The scenes of the classes are few and far between, there is no preciousness in photographing their movements or their mai (dances). It is precisely in the last chapter where this choice of script —unlike what other series with a more traditional or gimmicky narrative are used to— is most valued, giving us a perfect ellipsis that places us where we should be, waiting. The intimacy shown with the respect due to its characters, tenderness, companionship, tolerance, imbues the series with its small gestures, the rays of the sun on the breakfast table, Kiyo’s delicate dishes…, a process that begins with the adventure of daily shopping, full of discoveries, of individual characters who are experts in what they sell, while Kiyo mentally creates associations between food, emotions, memories and people.
The love for food and for diners creates a bubble of happiness in which those who live by making and those who live by eating float, and the correlation of recipes and emotions flows with a naturalness inversely proportional to those vacuous foodxploitation films, where the delicacies are only a reflection of the smugness of the person who prepares them. Throughout the series, we will hear “normal” several times, always with a positive nuance. Symbolically, Kiyo’s challenge will be to prepare dishes that meet this condition, considering the thousand regional variations of each recipe of Japanese cuisine, because what he will achieve will be to satisfy all the palates of the household, stimulating their memories, soothing their discomfort, celebrating, and bringing his own goodness.

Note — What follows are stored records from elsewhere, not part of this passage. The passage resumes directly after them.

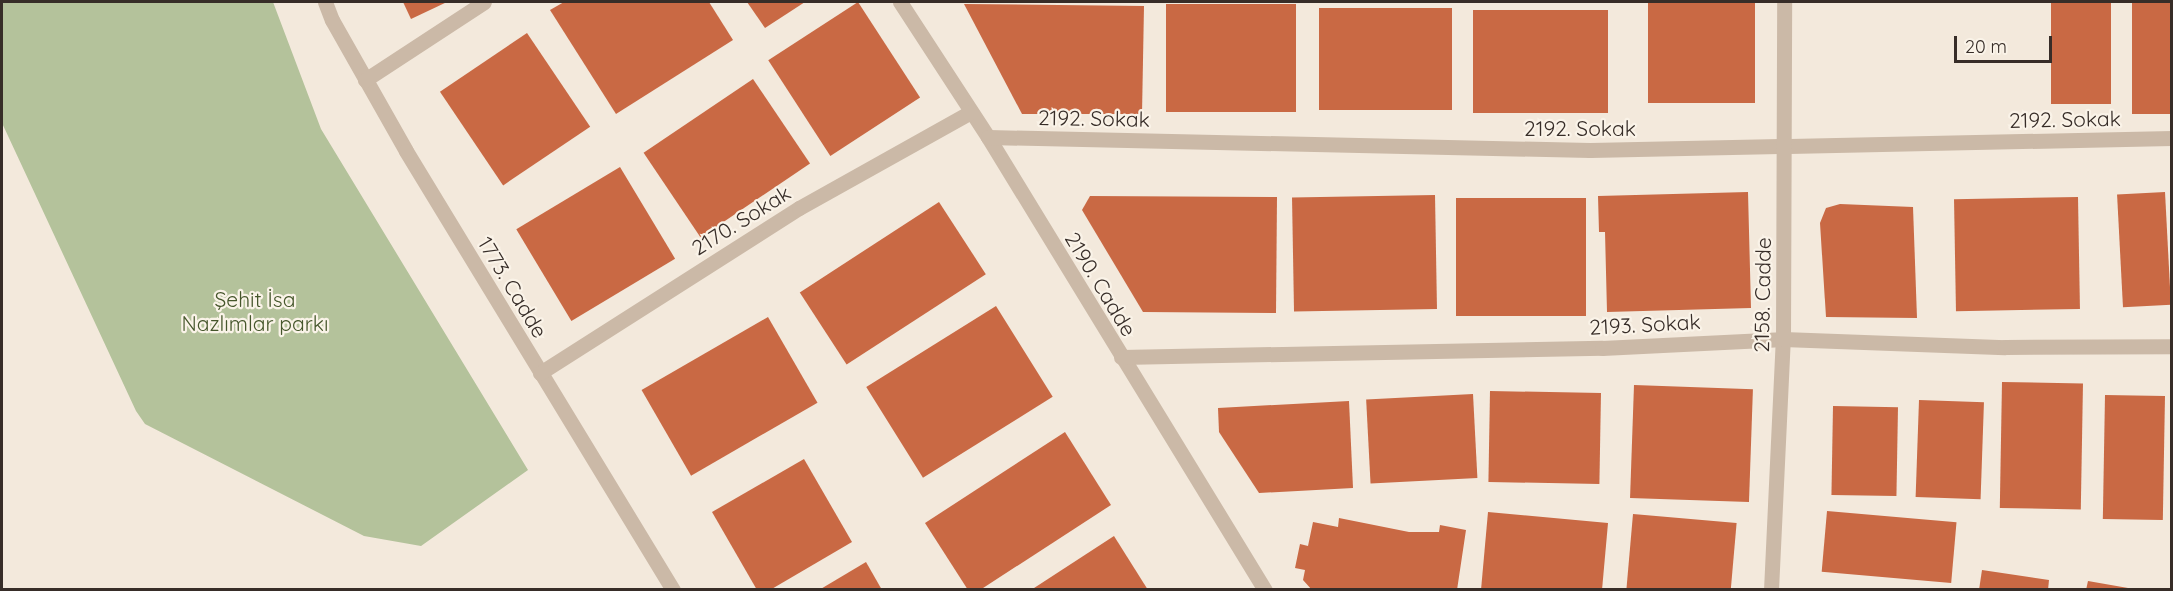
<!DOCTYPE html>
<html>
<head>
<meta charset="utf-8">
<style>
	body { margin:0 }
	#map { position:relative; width:2173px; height:591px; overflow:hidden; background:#f3e9dc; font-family:Quicksand,sans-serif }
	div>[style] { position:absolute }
	.green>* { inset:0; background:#b4c29b }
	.building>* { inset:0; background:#c96944; transform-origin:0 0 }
	.minor>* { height:15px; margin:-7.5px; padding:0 7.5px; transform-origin:7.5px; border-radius:7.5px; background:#cbb9a7 }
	span { translate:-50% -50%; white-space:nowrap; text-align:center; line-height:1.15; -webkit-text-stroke:4.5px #faf3e8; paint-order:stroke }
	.street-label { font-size:21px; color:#372d28 }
	.park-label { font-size:21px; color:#45562b }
	.frame { position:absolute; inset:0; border:3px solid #372d28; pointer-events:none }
	.scale { position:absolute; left:1954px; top:36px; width:98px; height:27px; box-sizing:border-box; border:3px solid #372d28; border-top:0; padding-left:8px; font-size:18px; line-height:21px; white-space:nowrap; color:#372d28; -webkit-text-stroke:4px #faf3e8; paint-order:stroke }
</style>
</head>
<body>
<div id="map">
	<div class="green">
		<div style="clip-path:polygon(2px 2px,273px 2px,321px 129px,528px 470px,421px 546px,364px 536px,145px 424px,136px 411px,2px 123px)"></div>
	</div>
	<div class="building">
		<div style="clip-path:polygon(403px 2px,447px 2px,411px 19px)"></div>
		<div style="clip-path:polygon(564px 2px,709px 2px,733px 40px,616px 114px,550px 10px)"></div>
		<div style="clip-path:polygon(747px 2px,805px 2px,765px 28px)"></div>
		<div style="left:858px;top:2px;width:114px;height:107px;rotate:57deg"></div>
		<div style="left:1648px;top:2px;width:107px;height:101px"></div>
		<div style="left:2051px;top:2px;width:60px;height:102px"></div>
		<div style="left:2132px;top:2px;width:40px;height:112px"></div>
		<div style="clip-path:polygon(964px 4px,1144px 6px,1142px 114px,1022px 114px)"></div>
		<div style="left:1166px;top:4px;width:130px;height:108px"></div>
		<div style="left:1319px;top:8px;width:133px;height:102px"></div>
		<div style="left:1473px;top:10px;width:135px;height:103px"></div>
		<div style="left:527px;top:33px;width:113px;height:105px;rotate:56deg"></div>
		<div style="left:753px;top:79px;width:102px;height:132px;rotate:56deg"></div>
		<div style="left:620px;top:167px;width:107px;height:121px;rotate:59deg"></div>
		<div style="clip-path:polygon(1748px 192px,1751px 308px,1607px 312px,1605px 232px,1599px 232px,1598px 196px)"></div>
		<div style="left:2165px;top:192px;width:113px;height:48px;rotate:87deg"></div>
		<div style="left:1435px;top:195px;width:114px;height:143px;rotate:89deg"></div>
		<div style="clip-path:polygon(1090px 196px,1277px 197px,1276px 313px,1143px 312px,1082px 210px)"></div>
		<div style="left:2078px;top:197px;width:112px;height:124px;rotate:89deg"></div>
		<div style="left:1456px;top:198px;width:130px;height:118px"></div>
		<div style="left:939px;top:202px;width:86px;height:166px;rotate:57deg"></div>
		<div style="clip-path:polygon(1840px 204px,1913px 207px,1917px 318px,1826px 317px,1820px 223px,1826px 208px)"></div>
		<div style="left:996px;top:306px;width:107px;height:153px;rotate:58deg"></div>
		<div style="left:768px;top:317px;width:99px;height:146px;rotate:60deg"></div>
		<div style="left:2002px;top:382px;width:81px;height:126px;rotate:1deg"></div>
		<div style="left:1634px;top:385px;width:119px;height:113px;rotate:2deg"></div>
		<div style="left:1490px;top:391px;width:111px;height:91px;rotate:1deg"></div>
		<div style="left:1473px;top:394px;width:84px;height:107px;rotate:87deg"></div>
		<div style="left:2105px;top:395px;width:60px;height:124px;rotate:1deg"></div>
		<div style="left:1919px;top:400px;width:65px;height:97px;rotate:2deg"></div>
		<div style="clip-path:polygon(1349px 401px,1353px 488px,1259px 493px,1219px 432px,1218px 408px)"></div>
		<div style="left:1833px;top:406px;width:65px;height:89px;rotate:1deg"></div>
		<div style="clip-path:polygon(1065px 432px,1111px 505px,980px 590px,968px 590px,925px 523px)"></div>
		<div style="clip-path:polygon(804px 459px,852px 542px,770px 590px,757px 590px,712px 512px)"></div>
		<div style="left:1827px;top:511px;width:130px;height:61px;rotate:5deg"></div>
		<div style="clip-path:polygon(1488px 512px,1608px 523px,1602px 590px,1481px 590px)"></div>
		<div style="left:1633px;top:514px;width:104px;height:76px;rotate:5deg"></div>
		<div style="clip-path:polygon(1339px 518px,1409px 532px,1439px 532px,1440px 525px,1466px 530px,1457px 590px,1312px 590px,1303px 580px,1305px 570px,1295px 568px,1300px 544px,1308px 546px,1313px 522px,1338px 527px)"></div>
		<div style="clip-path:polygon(1114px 536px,1148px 590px,1031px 590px)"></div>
		<div style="clip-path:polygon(866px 562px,882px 590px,819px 590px)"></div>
		<div style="clip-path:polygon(1982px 570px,2049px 580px,2048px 590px,1979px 590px)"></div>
		<div style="clip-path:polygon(2088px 581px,2128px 588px,2128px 590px,2086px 590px)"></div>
	</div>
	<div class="minor">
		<div style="left:325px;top:2px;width:19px;rotate:69deg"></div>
		<div style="left:332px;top:20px;width:150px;rotate:60.5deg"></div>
		<div style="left:406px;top:151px;width:514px;rotate:58.69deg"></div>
		<div style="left:900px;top:2px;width:161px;rotate:56.9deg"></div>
		<div style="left:988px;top:137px;width:531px;rotate:58.56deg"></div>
		<div style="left:365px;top:80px;width:142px;rotate:-33.2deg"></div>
		<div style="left:988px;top:137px;width:602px;rotate:1.24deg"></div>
		<div style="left:1590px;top:150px;width:582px;rotate:-1.18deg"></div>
		<div style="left:1121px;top:357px;width:481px;rotate:-1.1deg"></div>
		<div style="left:1602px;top:348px;width:181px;rotate:-2.8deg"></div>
		<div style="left:1783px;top:339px;width:222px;rotate:2.1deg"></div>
		<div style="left:2005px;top:347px;width:167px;rotate:-0.3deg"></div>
		<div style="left:540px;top:373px;width:307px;rotate:-32.5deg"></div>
		<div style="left:799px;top:208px;width:197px;rotate:-29.2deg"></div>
		<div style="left:1771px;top:590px;width:251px;rotate:-87.3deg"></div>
		<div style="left:1783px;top:339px;width:337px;rotate:-89.8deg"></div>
	</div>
	<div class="street-label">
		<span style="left:1094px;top:118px;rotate:1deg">2192. Sokak</span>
		<span style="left:2065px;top:119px;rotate:-1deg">2192. Sokak</span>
		<span style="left:1580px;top:128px">2192. Sokak</span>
		<span style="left:741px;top:220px;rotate:-32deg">2170. Sokak</span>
		<span style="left:1101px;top:284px;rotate:59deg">2190. Cadde</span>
		<span style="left:513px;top:287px;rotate:59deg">1773. Cadde</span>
		<span style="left:1762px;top:295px;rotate:-89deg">2158. Cadde</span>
		<span style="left:1645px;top:324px;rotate:-3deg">2193. Sokak</span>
	</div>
	<div class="park-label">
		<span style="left:255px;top:311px">Şehit İsa<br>Nazlımlar parkı</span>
	</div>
	<div class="frame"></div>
	<div class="scale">20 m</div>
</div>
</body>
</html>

The question of feminism, atavism and tradition, anachronisms or the obstacles to combining a modern life in a world encapsulated and anchored in the past, with immovable roles, are not raised or resolved in Makanai, nothing is hinted at, beyond what we are shown, we do not know the structure of the business or the conditions of their work. It will be the tourist viewers who will wonder whether training young girls to perform for men in traditional dance, music or singing is discriminatory or demeaning, whether they are nowadays protected in the workplace, and whether it is permissible for them to have to give up their careers if they are married. The maiko in the series have fun like Little Women, support each other like Our Little Sister, and discover that the walking of the living dead was choreographed before by the actors of the nō theatre, gliding on their feet, remembering their past lives.